(Input material begins)

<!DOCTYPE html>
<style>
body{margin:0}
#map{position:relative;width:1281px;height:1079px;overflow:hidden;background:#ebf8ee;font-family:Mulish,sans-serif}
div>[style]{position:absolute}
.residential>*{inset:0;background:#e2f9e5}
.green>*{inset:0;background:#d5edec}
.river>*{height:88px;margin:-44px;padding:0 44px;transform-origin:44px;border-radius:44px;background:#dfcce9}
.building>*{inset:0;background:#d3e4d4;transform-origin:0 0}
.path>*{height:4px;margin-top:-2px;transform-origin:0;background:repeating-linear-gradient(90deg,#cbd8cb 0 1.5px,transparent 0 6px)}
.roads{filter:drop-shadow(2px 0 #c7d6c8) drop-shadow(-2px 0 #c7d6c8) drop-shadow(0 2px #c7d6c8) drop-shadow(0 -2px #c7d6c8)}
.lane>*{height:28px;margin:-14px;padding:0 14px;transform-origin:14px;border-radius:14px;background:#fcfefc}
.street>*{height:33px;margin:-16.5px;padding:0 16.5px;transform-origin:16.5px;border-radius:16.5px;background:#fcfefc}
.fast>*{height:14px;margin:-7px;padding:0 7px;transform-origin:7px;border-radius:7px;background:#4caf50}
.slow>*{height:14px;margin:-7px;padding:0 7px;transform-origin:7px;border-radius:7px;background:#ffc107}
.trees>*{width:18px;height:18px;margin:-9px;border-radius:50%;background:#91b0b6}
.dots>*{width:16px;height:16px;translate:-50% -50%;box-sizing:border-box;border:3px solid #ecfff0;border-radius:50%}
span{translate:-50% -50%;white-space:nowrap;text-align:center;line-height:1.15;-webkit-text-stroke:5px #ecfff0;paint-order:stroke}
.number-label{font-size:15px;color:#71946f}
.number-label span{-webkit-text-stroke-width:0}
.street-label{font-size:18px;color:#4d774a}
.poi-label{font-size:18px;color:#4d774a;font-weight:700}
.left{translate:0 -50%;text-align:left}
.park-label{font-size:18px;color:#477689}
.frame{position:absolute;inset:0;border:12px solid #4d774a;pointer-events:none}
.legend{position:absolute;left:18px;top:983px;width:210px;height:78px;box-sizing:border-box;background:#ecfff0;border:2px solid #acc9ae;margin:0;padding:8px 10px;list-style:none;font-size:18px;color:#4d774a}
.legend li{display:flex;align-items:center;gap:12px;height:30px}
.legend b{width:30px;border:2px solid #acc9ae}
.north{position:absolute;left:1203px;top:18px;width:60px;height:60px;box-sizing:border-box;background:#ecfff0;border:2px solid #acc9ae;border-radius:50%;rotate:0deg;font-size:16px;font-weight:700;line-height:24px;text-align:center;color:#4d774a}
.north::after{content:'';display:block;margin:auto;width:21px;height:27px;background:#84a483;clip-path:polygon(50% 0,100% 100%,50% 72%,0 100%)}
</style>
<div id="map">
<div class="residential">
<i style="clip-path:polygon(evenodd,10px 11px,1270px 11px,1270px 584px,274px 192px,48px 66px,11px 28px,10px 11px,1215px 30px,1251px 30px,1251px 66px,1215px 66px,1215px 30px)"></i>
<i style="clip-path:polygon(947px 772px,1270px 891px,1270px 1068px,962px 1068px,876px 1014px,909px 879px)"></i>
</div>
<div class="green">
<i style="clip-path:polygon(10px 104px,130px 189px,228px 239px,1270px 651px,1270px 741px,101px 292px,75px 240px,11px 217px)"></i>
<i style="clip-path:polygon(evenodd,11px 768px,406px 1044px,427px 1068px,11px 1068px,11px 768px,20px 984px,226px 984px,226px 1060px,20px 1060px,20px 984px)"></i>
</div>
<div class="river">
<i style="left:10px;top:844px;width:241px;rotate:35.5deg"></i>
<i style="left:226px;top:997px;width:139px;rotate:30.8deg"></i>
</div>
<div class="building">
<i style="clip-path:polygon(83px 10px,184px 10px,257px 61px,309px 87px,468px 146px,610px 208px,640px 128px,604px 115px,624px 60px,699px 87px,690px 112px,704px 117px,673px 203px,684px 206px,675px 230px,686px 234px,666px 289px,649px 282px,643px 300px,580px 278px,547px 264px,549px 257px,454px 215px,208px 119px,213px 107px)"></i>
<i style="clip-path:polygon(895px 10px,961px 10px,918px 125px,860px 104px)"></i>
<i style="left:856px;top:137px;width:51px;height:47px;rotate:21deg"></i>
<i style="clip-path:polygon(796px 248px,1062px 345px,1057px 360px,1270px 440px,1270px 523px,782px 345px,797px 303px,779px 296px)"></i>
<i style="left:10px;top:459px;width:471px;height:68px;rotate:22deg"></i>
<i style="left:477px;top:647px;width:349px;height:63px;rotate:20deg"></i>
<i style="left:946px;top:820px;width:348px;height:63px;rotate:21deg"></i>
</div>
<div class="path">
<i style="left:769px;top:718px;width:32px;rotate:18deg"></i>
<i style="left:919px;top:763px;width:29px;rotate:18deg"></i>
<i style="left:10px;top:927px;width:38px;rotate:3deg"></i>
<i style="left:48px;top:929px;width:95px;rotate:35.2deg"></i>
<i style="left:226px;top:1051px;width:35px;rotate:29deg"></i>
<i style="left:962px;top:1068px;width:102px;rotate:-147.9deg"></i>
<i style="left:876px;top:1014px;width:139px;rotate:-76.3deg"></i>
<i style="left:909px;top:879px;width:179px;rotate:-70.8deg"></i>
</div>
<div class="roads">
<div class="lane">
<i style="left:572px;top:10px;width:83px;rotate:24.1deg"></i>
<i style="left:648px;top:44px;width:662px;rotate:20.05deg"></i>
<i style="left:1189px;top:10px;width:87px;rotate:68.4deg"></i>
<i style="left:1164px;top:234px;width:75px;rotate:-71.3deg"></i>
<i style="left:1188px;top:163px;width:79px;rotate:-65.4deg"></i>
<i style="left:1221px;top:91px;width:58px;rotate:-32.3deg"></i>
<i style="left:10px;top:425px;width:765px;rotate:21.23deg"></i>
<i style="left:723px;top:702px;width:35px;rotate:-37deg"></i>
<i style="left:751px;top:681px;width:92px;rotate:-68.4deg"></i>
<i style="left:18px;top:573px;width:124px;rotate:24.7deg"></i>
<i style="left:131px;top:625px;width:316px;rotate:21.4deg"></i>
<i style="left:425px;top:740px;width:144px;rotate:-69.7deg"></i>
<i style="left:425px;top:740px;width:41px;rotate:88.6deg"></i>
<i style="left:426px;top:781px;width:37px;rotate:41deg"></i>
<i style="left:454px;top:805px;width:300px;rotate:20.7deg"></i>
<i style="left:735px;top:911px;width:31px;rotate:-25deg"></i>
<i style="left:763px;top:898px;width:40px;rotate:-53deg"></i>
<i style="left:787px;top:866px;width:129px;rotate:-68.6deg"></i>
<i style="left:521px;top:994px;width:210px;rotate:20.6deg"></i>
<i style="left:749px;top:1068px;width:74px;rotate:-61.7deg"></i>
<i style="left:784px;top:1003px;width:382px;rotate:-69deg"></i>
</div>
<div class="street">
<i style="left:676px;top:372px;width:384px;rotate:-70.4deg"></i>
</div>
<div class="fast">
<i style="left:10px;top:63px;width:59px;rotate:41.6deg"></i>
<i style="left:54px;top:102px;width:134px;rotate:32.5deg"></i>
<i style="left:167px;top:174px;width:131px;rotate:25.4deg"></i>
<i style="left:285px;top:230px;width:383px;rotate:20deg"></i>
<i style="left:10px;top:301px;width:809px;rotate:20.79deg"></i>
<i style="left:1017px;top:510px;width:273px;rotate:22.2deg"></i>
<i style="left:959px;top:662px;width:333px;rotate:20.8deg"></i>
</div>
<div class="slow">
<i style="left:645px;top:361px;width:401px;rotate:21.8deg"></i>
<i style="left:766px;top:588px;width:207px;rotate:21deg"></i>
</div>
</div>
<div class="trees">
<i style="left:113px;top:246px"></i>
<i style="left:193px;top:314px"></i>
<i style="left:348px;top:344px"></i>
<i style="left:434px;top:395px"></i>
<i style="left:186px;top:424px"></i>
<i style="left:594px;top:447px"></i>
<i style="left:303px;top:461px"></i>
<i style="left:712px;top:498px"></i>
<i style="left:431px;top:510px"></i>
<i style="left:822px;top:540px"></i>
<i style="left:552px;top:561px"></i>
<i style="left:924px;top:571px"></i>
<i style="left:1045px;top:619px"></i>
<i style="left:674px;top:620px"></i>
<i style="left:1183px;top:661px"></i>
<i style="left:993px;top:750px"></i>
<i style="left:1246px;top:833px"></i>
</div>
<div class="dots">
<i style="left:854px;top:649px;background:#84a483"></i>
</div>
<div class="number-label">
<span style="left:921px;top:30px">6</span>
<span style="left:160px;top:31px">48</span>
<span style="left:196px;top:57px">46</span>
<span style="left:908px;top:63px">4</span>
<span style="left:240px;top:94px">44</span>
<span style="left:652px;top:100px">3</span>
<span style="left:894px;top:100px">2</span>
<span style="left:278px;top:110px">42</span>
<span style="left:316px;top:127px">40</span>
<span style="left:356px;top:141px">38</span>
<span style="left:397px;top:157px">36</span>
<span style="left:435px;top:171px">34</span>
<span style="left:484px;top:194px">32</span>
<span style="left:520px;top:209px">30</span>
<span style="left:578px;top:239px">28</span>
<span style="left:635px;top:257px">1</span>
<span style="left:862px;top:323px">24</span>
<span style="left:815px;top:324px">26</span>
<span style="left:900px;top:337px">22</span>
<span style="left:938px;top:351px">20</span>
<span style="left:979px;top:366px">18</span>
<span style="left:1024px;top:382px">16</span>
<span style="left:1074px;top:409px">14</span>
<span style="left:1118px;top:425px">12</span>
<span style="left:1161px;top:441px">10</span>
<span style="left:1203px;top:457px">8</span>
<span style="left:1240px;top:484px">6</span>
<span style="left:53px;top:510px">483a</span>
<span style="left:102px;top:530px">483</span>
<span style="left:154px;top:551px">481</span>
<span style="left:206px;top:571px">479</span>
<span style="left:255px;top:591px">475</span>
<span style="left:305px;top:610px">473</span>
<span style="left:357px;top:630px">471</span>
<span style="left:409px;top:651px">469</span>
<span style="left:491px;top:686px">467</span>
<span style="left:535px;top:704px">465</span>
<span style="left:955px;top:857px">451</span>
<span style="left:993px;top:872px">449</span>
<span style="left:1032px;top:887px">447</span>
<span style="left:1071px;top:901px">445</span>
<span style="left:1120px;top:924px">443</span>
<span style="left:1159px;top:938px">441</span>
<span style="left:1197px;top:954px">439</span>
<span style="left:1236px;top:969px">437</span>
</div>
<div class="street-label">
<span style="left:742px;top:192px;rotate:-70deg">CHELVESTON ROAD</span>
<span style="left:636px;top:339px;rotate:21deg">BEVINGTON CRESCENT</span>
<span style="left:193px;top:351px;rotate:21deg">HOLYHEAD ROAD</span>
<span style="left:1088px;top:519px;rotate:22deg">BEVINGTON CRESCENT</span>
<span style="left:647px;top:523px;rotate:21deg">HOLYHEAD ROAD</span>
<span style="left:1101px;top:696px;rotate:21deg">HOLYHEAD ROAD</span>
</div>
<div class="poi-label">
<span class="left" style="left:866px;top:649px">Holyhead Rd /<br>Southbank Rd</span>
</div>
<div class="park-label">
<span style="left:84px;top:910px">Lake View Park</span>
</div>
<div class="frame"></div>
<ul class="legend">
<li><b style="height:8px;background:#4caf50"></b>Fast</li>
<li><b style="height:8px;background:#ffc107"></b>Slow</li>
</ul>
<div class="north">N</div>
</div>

(Input material ends)
(Input material begins)

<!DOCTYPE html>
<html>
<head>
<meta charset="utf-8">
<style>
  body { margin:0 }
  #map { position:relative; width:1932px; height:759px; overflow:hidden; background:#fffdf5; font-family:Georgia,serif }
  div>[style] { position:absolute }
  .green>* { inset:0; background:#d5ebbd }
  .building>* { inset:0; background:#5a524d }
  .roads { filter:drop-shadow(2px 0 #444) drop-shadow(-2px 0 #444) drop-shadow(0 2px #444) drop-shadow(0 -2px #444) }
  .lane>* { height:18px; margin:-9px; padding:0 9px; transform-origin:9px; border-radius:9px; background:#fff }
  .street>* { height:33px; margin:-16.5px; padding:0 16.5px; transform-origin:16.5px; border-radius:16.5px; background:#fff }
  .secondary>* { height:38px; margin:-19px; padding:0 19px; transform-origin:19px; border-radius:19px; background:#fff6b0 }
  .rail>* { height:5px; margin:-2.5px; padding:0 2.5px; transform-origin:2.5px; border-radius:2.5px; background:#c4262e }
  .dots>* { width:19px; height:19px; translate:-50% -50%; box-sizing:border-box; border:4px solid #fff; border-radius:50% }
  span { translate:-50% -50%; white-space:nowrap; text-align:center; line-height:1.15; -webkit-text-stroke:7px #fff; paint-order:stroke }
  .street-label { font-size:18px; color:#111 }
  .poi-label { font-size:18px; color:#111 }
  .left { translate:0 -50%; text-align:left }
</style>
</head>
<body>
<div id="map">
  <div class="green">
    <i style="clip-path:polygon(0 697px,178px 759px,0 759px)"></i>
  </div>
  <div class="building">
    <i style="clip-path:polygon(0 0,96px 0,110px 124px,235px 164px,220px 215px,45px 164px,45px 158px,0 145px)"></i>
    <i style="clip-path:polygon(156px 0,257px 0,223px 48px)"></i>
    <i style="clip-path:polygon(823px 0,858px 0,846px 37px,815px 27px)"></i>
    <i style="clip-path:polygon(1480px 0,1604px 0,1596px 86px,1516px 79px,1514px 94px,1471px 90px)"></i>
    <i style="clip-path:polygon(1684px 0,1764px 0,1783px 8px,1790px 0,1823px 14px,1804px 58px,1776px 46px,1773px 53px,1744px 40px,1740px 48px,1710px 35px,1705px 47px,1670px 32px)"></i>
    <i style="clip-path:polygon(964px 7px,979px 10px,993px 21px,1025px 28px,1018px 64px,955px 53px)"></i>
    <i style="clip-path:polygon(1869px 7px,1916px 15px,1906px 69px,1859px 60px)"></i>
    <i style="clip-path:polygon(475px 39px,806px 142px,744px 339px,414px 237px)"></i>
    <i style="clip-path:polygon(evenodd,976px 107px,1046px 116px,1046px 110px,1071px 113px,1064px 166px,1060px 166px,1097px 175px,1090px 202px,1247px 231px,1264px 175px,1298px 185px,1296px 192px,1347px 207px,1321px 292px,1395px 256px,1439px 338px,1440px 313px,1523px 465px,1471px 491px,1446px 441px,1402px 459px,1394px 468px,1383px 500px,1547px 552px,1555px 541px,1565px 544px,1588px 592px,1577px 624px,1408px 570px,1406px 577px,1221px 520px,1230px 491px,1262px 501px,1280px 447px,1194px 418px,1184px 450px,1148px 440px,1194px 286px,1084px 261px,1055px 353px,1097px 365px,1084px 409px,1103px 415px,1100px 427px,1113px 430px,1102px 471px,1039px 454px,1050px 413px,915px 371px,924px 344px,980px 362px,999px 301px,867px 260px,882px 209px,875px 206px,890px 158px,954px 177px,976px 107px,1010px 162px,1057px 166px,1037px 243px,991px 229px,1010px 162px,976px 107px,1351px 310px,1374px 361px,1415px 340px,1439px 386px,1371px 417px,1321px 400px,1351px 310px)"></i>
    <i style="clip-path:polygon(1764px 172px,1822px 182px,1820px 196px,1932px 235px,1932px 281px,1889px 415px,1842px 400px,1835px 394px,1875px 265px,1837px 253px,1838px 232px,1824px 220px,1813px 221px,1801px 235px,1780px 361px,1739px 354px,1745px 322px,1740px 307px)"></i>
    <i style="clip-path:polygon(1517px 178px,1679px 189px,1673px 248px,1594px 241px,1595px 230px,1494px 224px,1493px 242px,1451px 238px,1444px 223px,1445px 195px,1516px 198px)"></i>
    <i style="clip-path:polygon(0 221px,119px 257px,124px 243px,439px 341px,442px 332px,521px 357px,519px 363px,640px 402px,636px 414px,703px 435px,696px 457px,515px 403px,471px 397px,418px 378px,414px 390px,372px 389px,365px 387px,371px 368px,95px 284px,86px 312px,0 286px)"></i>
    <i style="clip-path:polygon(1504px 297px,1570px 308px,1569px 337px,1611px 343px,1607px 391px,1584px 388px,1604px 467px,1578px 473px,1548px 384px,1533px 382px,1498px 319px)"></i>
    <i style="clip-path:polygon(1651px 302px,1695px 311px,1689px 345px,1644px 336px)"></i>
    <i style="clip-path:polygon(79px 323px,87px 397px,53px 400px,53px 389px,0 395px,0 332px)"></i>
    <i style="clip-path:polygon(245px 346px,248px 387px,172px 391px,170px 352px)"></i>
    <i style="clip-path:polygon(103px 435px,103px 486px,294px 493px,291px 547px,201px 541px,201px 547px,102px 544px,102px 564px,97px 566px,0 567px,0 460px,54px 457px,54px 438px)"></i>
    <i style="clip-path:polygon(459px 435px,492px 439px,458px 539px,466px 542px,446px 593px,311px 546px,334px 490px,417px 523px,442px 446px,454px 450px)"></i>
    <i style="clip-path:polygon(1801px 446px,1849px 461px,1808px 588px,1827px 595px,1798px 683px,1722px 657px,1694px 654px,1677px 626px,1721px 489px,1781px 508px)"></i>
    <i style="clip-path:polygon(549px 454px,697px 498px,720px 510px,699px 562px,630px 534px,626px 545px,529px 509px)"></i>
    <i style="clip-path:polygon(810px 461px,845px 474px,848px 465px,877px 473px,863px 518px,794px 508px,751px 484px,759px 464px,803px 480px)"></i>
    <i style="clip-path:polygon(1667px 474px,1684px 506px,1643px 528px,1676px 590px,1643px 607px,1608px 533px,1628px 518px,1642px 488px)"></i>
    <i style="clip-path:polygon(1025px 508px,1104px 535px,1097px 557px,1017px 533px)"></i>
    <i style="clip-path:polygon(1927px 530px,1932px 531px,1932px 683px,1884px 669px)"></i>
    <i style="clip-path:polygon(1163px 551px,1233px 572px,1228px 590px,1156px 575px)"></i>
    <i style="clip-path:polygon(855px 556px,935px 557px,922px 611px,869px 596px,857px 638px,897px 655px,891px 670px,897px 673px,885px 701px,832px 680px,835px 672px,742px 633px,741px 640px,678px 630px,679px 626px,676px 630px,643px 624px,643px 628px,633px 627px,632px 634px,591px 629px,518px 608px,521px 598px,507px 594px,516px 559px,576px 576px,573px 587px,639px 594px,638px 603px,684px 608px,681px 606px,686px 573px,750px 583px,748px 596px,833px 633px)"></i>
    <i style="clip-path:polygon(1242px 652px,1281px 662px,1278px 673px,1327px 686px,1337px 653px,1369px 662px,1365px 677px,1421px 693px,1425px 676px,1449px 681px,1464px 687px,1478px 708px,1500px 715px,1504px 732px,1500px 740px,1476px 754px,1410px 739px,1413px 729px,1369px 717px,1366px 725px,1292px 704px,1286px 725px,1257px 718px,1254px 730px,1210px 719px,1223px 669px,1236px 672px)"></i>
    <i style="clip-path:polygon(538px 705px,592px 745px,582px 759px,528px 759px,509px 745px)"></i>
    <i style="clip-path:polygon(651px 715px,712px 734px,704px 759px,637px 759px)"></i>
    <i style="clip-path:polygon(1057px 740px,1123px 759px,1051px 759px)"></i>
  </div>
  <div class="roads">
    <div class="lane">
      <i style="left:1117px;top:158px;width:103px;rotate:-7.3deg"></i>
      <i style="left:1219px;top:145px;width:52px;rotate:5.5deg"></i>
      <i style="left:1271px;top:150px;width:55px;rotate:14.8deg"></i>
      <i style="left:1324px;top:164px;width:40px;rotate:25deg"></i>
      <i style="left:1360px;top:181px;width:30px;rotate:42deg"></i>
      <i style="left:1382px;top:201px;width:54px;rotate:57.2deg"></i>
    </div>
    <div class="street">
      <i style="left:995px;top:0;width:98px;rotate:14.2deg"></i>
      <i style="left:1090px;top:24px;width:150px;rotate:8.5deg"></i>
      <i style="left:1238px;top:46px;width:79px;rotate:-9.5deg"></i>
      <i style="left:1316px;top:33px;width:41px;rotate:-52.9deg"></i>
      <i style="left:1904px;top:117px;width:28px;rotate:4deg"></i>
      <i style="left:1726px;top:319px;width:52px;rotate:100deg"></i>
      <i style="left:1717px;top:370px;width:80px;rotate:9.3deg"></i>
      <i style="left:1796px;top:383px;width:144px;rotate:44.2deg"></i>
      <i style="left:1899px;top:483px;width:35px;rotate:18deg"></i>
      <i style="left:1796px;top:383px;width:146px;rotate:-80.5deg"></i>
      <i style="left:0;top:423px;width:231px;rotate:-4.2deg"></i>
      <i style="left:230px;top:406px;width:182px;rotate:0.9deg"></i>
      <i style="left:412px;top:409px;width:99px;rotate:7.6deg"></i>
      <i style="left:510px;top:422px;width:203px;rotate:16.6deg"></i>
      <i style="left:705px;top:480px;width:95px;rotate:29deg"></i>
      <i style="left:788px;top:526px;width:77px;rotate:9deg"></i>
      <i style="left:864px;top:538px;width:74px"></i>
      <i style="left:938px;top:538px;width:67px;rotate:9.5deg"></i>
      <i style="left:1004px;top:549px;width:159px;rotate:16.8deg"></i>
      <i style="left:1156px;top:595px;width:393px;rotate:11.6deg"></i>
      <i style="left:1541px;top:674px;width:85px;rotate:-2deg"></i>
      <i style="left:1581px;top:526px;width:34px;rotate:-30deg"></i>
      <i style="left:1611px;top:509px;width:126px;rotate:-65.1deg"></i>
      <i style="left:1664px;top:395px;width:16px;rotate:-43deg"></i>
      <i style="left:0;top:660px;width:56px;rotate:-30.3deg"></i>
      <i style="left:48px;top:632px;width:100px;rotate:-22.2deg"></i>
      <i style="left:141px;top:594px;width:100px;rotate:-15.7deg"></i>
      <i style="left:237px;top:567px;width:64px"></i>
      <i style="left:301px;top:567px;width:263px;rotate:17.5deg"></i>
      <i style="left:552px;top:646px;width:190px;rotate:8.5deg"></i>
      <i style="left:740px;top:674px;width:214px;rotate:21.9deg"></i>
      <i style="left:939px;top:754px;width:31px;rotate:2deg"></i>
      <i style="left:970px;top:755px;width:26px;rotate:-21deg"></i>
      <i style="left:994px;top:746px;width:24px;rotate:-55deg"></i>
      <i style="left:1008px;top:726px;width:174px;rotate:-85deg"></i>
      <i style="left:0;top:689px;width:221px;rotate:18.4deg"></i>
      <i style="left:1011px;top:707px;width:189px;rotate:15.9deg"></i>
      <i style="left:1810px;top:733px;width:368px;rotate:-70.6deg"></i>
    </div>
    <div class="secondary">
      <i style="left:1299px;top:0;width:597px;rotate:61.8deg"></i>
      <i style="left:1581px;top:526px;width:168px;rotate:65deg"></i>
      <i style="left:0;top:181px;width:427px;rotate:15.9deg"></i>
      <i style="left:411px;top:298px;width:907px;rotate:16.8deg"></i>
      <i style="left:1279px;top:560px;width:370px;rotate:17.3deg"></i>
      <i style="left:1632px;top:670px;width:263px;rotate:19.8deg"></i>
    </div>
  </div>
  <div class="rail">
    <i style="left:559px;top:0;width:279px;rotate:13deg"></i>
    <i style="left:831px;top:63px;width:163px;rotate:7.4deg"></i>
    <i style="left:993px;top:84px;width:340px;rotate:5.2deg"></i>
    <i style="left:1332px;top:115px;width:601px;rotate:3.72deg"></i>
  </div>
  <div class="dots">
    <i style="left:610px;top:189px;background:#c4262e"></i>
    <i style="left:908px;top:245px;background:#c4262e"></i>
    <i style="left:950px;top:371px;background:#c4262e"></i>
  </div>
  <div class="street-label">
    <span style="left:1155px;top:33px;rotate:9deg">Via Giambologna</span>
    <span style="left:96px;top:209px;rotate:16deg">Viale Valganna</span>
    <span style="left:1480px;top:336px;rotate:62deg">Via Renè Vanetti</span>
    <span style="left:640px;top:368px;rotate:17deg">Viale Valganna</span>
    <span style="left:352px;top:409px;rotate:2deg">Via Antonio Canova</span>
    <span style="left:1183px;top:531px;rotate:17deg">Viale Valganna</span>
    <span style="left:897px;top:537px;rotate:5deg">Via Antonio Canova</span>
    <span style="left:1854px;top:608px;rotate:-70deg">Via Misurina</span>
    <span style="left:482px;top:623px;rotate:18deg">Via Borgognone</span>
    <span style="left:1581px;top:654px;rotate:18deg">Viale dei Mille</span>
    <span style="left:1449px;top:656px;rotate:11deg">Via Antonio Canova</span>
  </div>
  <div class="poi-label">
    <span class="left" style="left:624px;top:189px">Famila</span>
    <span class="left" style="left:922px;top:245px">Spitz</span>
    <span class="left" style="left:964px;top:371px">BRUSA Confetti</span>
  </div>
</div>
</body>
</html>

(Input material ends)

Assigned task. For the string "overflow", give the number of lines in the data that contain it, and only that number.

Answer for the task. 2